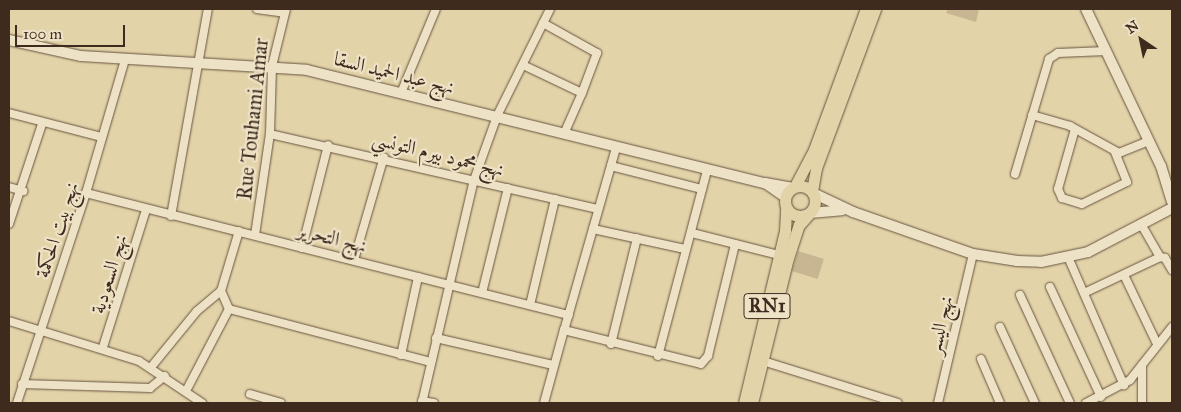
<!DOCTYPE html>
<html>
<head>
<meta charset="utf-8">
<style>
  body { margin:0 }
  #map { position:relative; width:1181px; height:412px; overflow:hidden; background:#e3d3a8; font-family:"IM FELL Great Primer",Amiri,serif }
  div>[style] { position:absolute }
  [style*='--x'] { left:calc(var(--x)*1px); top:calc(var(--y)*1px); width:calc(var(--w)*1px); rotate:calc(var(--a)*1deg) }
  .green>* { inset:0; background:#c7b691; transform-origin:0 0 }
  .roads { filter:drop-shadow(0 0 1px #685440) drop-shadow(0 0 1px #685440) }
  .street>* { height:8px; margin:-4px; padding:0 4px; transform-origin:4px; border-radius:4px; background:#ede2c6 }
  .secondary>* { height:10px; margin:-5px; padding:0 5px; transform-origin:5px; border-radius:5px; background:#ede2c6 }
  .primary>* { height:11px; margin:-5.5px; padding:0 5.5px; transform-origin:5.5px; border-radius:5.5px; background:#e3d3a8 }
  .primary>.ring { margin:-5.5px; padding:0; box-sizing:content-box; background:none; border:11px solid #e3d3a8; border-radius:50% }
  span { translate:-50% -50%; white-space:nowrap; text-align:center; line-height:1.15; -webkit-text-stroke:4.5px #ede2c6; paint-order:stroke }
  .shield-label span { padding:1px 4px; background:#ede2c6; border:1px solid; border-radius:4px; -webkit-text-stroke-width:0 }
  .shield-label { font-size:19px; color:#3f2a1e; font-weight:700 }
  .street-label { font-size:20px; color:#3f2a1e }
  .frame { position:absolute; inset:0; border:10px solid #3f2a1e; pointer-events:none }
  .north { position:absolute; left:1116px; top:15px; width:50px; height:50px; -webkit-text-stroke:4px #ede2c6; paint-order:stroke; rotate:326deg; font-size:14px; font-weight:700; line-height:20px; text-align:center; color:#3f2a1e }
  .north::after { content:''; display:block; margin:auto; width:18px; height:22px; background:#3f2a1e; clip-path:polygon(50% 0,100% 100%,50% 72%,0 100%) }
  .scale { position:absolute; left:15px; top:25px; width:110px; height:22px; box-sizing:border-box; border:2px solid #3f2a1e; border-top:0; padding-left:6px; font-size:15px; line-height:18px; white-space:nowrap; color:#3f2a1e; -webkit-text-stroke:4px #ede2c6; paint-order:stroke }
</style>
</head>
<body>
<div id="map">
  <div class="green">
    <i style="clip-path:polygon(948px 9px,979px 9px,976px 22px,946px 13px)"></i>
    <i style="left:798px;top:251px;width:27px;height:21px;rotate:17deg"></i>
  </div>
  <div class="roads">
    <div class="street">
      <i style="--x:257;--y:9;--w:27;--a:8"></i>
      <i style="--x:543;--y:23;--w:62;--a:29.1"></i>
      <i style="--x:597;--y:53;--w:43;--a:110.6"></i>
      <i style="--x:523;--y:65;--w:65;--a:25.4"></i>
      <i style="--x:582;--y:93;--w:45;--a:113.7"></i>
      <i style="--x:401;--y:93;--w:91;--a:-67.4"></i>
      <i style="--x:9;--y:113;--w:96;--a:14.5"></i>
      <i style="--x:1032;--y:115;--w:40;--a:16"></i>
      <i style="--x:1070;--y:126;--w:56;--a:28.9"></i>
      <i style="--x:1119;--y:153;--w:32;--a:-22"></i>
      <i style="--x:1075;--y:129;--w:62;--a:105.8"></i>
      <i style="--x:1058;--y:189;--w:10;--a:66"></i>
      <i style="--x:1062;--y:198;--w:21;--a:17"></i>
      <i style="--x:1082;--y:204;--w:50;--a:-26.1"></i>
      <i style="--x:1127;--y:182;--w:32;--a:-112"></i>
      <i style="--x:270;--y:134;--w:335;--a:12.9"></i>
      <i style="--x:616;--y:148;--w:189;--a:105.9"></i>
      <i style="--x:564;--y:330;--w:141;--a:13.9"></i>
      <i style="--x:701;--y:364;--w:11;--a:-49"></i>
      <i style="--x:708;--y:356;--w:115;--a:-76.4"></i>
      <i style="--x:611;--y:166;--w:94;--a:14.2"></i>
      <i style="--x:1015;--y:174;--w:120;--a:-73.5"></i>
      <i style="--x:1049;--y:59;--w:11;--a:-34"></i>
      <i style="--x:1058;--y:53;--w:48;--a:-2.4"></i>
      <i style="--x:9;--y:187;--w:15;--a:16"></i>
      <i style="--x:86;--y:193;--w:498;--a:14.2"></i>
      <i style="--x:171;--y:216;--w:210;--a:-79.9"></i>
      <i style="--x:9;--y:224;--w:105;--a:-71.7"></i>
      <i style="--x:593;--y:229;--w:94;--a:12.3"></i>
      <i style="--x:239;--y:231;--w:63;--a:106.7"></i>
      <i style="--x:221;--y:291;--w:20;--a:66"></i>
      <i style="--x:229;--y:309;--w:209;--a:14.7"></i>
      <i style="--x:692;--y:233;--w:90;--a:14.2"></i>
      <i style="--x:255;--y:235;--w:102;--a:-81.6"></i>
      <i style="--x:270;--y:134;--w:68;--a:-88.3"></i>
      <i style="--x:272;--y:66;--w:59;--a:-76.2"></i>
      <i style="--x:302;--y:248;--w:106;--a:-75.8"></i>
      <i style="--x:1068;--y:257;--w:140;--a:66.4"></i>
      <i style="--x:1160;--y:257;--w:5;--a:11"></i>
      <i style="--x:1165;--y:258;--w:14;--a:60"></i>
      <i style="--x:354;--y:260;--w:107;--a:-73.8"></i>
      <i style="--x:1124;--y:275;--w:76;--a:64.4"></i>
      <i style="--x:1050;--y:287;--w:121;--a:65.1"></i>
      <i style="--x:482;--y:293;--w:108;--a:-76.1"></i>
      <i style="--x:1084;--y:293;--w:84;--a:-25.3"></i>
      <i style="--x:1160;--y:257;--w:36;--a:-120"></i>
      <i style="--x:1020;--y:295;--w:119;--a:65.2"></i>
      <i style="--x:530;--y:305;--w:109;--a:-76.7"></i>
      <i style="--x:9;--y:321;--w:136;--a:17.1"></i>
      <i style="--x:139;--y:361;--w:76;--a:33.7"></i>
      <i style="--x:1000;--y:327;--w:84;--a:65.3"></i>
      <i style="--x:436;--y:338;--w:120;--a:13"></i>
      <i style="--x:611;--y:344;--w:109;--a:-76.2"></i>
      <i style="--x:103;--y:347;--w:144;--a:-72.6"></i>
      <i style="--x:401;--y:355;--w:80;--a:-77.7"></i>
      <i style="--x:658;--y:356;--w:192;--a:-75.2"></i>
      <i style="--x:981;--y:359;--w:48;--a:66.6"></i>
      <i style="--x:763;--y:361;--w:141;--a:17.3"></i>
      <i style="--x:1142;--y:365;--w:38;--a:90"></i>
      <i style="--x:152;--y:366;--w:71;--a:-50.7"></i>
      <i style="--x:197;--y:311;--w:31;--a:-40"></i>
      <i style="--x:22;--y:384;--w:128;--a:1.8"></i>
      <i style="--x:150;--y:388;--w:19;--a:-39"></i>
      <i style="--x:186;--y:391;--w:93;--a:-62.3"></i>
      <i style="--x:250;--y:394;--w:32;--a:16"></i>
      <i style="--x:422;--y:401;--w:12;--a:9"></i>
      <i style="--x:17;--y:403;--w:221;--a:-71.8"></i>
      <i style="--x:86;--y:193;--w:139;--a:-73.7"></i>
      <i style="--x:422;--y:403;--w:229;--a:-76.9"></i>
      <i style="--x:474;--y:180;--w:68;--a:-70.2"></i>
      <i style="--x:497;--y:116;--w:119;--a:-63.6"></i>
      <i style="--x:544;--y:403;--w:76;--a:-74.7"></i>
      <i style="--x:938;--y:403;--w:153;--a:-76.8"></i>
      <i style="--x:1086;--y:403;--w:50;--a:-27.6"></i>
      <i style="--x:1130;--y:380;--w:68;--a:-51.6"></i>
    </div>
    <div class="secondary">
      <i style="--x:1086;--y:9;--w:174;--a:64.5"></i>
      <i style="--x:1161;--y:166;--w:37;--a:73"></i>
      <i style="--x:9;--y:40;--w:74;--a:12.5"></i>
      <i style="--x:81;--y:56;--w:226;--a:3.5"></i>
      <i style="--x:307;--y:70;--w:472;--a:13.9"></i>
      <i style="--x:813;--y:193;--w:44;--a:25.4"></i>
      <i style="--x:853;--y:212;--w:127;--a:19.3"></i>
      <i style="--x:973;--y:254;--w:45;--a:9"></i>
      <i style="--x:1017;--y:261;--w:24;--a:2"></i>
      <i style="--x:1041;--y:262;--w:48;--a:-12"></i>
      <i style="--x:1088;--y:252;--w:95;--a:-27.6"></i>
      <i style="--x:785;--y:197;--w:24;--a:-145"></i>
      <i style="--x:765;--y:183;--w:27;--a:10"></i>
      <i style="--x:810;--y:213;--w:32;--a:-5"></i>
    </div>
    <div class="primary">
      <i class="ring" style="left:785px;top:186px;width:19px;height:19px"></i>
      <i style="--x:795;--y:186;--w:41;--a:-62.2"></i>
      <i style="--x:814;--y:150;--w:150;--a:-69.8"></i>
      <i style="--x:812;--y:191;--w:23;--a:-80"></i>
      <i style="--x:816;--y:168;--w:170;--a:-69.6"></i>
      <i style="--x:744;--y:403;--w:177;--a:-76.6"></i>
      <i style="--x:785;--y:231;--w:22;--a:-87"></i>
      <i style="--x:752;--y:403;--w:149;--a:-76.1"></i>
      <i style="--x:788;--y:258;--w:35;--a:-72"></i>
      <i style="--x:799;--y:225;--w:15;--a:-48"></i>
    </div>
  </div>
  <div class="shield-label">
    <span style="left:767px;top:306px">RN1</span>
  </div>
  <div class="street-label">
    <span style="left:394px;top:73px;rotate:14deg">نهج عبد الحميد السقا</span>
    <span style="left:253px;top:119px;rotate:-84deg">Rue Touhami Amar</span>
    <span style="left:438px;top:154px;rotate:14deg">نهج محمود بيرم التونسي</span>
    <span style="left:57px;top:230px;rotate:-72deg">نهج بيت الحكمة</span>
    <span style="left:332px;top:238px;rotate:14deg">نهج التحرير</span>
    <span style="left:109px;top:274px;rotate:-73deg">نهج السعودية</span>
    <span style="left:940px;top:325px;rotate:-77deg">نهج اليسر</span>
  </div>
  <div class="frame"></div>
  <div class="north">N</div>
  <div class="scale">100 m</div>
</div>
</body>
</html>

####################

**Work item:** Leave the pictures out, and restate exactly the lines from the start of the records through the one that contains "filter:drop-shadow(0 0 1px".

**Result:**
<!DOCTYPE html>
<html>
<head>
<meta charset="utf-8">
<style>
  body { margin:0 }
  #map { position:relative; width:1181px; height:412px; overflow:hidden; background:#e3d3a8; font-family:"IM FELL Great Primer",Amiri,serif }
  div>[style] { position:absolute }
  [style*='--x'] { left:calc(var(--x)*1px); top:calc(var(--y)*1px); width:calc(var(--w)*1px); rotate:calc(var(--a)*1deg) }
  .green>* { inset:0; background:#c7b691; transform-origin:0 0 }
  .roads { filter:drop-shadow(0 0 1px #685440) drop-shadow(0 0 1px #685440) }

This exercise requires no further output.